Notably, each s i in S is normalized with zero mean and standard deviation of 1 to ensure the coefficients in A comparable. Also, each column in D is constrained with Eq. (3).

$$ \begin{array}{l}C\triangleq \left\{D\in {\mathrm{R}}^{t\times m}s.t.\forall j=1,\dots m,\kern0.5em {d}_j^T{d}_j\le 1\right\}\\ {}{ \min}_{D\in C,a\in {R}^{m\times n}}\frac{1}{2}\left\Vert S-DA\right\Vert {}_F{}^2+\lambda {\left\Vert A\right\Vert}_{1,1}\end{array} $$
(3)

In short, dictionary learning and sparse coding can be summarized as Eq. (3) (Mairal et al. 2010). The online dictionary learning method provides us a platform to learn the dictionary and representation efficiently and optimally. In our studies, each group of subjects (CD, HC, PG) viewed the same three videos (cocaine-use, gambling, and sad experience), thus we conduct group-wise dictionary learning and sparse coding on aggregated N-fMRI datasets from three groups of subjects under each video stimulus, respectively. In our framework, the whole-brain fMRI signals of each subject for one video are extracted and stacked into a 2D matrix S i , in which a column represented the signal for a voxel.
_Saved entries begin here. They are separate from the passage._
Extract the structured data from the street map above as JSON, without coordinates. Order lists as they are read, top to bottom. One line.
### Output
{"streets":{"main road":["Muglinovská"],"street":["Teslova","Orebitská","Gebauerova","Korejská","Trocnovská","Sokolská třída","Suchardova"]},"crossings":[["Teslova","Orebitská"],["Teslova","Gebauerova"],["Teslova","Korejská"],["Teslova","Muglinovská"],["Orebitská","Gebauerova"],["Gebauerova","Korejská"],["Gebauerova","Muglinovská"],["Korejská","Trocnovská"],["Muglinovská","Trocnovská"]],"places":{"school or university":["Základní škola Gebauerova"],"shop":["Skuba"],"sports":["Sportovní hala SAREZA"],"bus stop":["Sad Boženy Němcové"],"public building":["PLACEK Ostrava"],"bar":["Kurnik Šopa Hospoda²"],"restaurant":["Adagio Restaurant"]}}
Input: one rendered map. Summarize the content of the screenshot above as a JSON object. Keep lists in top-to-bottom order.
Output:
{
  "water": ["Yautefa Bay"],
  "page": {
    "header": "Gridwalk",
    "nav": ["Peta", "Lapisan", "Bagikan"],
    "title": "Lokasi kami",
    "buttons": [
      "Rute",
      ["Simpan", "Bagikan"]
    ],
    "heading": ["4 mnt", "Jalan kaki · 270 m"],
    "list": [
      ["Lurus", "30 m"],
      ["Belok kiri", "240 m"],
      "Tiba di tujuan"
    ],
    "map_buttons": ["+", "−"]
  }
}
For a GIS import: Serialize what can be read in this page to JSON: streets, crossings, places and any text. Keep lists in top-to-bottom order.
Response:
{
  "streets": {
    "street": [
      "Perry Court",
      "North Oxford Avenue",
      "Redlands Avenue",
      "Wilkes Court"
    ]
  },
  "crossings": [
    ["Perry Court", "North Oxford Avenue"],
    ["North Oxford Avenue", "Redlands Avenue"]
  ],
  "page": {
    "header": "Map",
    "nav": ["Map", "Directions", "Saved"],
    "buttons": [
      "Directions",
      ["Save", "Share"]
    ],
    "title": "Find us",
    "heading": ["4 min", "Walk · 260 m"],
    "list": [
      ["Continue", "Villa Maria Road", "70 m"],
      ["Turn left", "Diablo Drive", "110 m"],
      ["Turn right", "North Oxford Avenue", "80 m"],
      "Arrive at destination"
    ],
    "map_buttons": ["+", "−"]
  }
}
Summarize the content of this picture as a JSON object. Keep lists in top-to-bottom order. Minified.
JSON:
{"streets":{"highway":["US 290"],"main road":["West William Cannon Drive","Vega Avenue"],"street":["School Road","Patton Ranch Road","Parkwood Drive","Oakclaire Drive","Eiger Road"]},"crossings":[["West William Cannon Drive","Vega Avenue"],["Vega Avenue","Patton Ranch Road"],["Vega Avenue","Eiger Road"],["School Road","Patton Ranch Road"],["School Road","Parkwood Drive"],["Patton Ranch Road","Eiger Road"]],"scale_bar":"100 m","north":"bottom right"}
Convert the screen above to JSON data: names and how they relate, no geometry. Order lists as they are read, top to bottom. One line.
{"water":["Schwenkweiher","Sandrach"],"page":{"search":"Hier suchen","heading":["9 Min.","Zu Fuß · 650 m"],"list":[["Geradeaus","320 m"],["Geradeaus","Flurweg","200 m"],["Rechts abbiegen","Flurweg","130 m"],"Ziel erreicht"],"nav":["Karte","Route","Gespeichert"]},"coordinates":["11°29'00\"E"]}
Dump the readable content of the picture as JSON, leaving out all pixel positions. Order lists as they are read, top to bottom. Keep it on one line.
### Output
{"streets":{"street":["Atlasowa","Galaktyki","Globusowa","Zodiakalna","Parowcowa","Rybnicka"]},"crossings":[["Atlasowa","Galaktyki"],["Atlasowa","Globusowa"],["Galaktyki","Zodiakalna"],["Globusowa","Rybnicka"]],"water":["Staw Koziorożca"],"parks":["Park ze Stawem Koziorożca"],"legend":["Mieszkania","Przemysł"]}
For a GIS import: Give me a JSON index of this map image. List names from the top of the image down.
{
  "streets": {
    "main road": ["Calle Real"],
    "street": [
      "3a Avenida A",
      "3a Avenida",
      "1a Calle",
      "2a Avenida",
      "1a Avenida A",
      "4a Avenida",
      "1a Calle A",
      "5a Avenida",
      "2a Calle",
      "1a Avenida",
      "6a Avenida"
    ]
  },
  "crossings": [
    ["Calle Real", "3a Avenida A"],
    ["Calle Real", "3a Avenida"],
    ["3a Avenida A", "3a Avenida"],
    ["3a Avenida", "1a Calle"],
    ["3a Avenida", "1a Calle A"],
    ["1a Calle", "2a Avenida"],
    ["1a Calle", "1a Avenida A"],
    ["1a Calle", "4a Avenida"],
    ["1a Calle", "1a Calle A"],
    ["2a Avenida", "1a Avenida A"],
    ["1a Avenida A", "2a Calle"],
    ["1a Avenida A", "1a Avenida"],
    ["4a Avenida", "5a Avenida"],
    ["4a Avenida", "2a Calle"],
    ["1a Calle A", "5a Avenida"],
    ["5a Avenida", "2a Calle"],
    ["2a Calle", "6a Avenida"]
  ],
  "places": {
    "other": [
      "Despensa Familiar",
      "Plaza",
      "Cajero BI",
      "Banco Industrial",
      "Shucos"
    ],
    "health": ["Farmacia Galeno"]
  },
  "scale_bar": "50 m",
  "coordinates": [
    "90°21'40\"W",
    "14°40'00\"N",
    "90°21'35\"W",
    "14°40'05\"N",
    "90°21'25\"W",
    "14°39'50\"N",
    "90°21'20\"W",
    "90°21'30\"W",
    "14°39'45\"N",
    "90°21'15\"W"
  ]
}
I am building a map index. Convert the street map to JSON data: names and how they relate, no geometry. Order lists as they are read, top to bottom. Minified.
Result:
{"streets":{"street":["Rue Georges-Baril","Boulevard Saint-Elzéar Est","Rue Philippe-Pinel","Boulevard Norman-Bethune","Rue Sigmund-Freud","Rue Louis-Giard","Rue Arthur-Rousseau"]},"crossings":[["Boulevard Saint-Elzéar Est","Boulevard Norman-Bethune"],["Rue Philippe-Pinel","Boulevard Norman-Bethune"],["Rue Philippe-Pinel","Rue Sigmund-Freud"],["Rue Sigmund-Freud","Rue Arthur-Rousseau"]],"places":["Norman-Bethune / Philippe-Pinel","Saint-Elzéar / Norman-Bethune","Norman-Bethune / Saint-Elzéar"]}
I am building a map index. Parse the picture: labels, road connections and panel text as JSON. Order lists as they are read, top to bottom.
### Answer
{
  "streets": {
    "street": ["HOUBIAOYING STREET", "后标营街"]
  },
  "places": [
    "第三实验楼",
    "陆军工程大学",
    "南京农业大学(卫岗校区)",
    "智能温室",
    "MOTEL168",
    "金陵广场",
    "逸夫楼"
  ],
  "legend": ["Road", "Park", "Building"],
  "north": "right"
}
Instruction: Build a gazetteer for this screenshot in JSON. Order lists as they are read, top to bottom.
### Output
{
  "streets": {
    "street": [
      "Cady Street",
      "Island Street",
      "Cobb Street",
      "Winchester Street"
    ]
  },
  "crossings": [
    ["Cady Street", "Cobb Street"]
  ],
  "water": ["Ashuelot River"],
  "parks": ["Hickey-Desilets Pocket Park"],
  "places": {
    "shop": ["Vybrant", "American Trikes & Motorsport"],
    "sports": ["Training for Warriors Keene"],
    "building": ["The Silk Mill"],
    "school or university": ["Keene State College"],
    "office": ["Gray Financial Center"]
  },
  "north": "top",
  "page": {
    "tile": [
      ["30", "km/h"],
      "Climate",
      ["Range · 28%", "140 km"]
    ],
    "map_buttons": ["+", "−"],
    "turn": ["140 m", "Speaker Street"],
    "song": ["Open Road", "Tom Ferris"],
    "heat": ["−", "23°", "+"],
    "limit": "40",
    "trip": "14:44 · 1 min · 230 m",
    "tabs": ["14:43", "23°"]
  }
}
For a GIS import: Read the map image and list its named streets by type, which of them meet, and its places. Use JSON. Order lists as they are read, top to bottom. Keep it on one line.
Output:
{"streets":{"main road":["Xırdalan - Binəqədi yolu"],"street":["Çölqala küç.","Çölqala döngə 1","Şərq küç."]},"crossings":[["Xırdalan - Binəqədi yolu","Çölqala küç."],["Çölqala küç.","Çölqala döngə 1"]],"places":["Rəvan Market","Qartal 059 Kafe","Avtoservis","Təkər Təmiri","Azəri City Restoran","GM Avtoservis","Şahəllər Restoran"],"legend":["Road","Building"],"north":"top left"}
Then signal matrices from all the subjects for one video are pooled and arranged into a big signal matrix S, which consists of three groups of subjects:

$$ S=\left[{S}_{G_{CD}},{S}_{G_{HC}},{S}_{G_{PG}}\right],{S}_{G_{CD}}=\left[{S}_{CD1},\dots, {S}_{CDk}\right],{S}_{G_{HC}}=\left[{S}_{HC1},\dots, {S}_{HCk}\right],{S}_{G_{PG}}=\left[{S}_{PG1},\dots, {S}_{PGk}\right] $$
(4)
$$ A=\left[{A}_{G_{CD}},{A}_{G_{HC}},{A}_{G_{PG}}\right],{A}_{G_{CD}}=\left[{A}_{CD1},\dots, {A}_{CDk}\right],{A}_{G_{HC}}=\left[{A}_{HC1},\dots, {A}_{HCk}\right],{A}_{G_{PG}}=\left[{A}_{PG1},\dots, {A}_{PGk}\right] $$
(5)

By applying the effective online dictionary learning method on the input fMRI signals matrix, we can learn a dictionary matrix D shared by all three groups of subjects and associated coefficient matrix A that inherit the spatial voxel organization and group correspondence of signal matrix S as Eq. (5), which provides us an effective way to conduct group-wise statistical analysis and comparison. Specifically, each column of D is a representative fMRI signal pattern, and each row in A x corresponds to the associated coefficient vector that is the spatial distribution among the whole-brain voxels of corresponding dictionary atom and can be mapped back to brain volume image (A x represents A CDk , A HCk or A PGk called individual coefficient matrix).

Group-wise statistical coefficient maps

As previous studies applying sparse representation method to single brain fMRI signals, establishing the correspondences of different dictionary atoms across subjects and groups is still an open problem. Although methods such as template matching have been adopted to establish group correspondence, the brain networks analyses for groups are constrained by a limited number of functional brain network templates. In this paper, we employed a group-wise sparse representation method to the N-fMRI datasets of multiple groups of subjects (CD, HC, PG), which can automatically establish group correspondence of different dictionary atoms. Since the dictionary learning and sparse coding strategy does not change the spatial organization and group correspondence of input signal matrix S, the weight coefficient matrix A will maintain the spatial voxel organization as well as group information of S, which provides us a convenient way to conduct group statistical analysis to assess group differences in functional brain networks (Lv et al. 2015c), which is quite different from previous single subject sparse coding. Therefore, the weight coefficient matrix A consists of 3 matrices corresponding to 3 groups, and the matrix corresponding to each group is composed of sub-matrices of subjects (Fig. 1e).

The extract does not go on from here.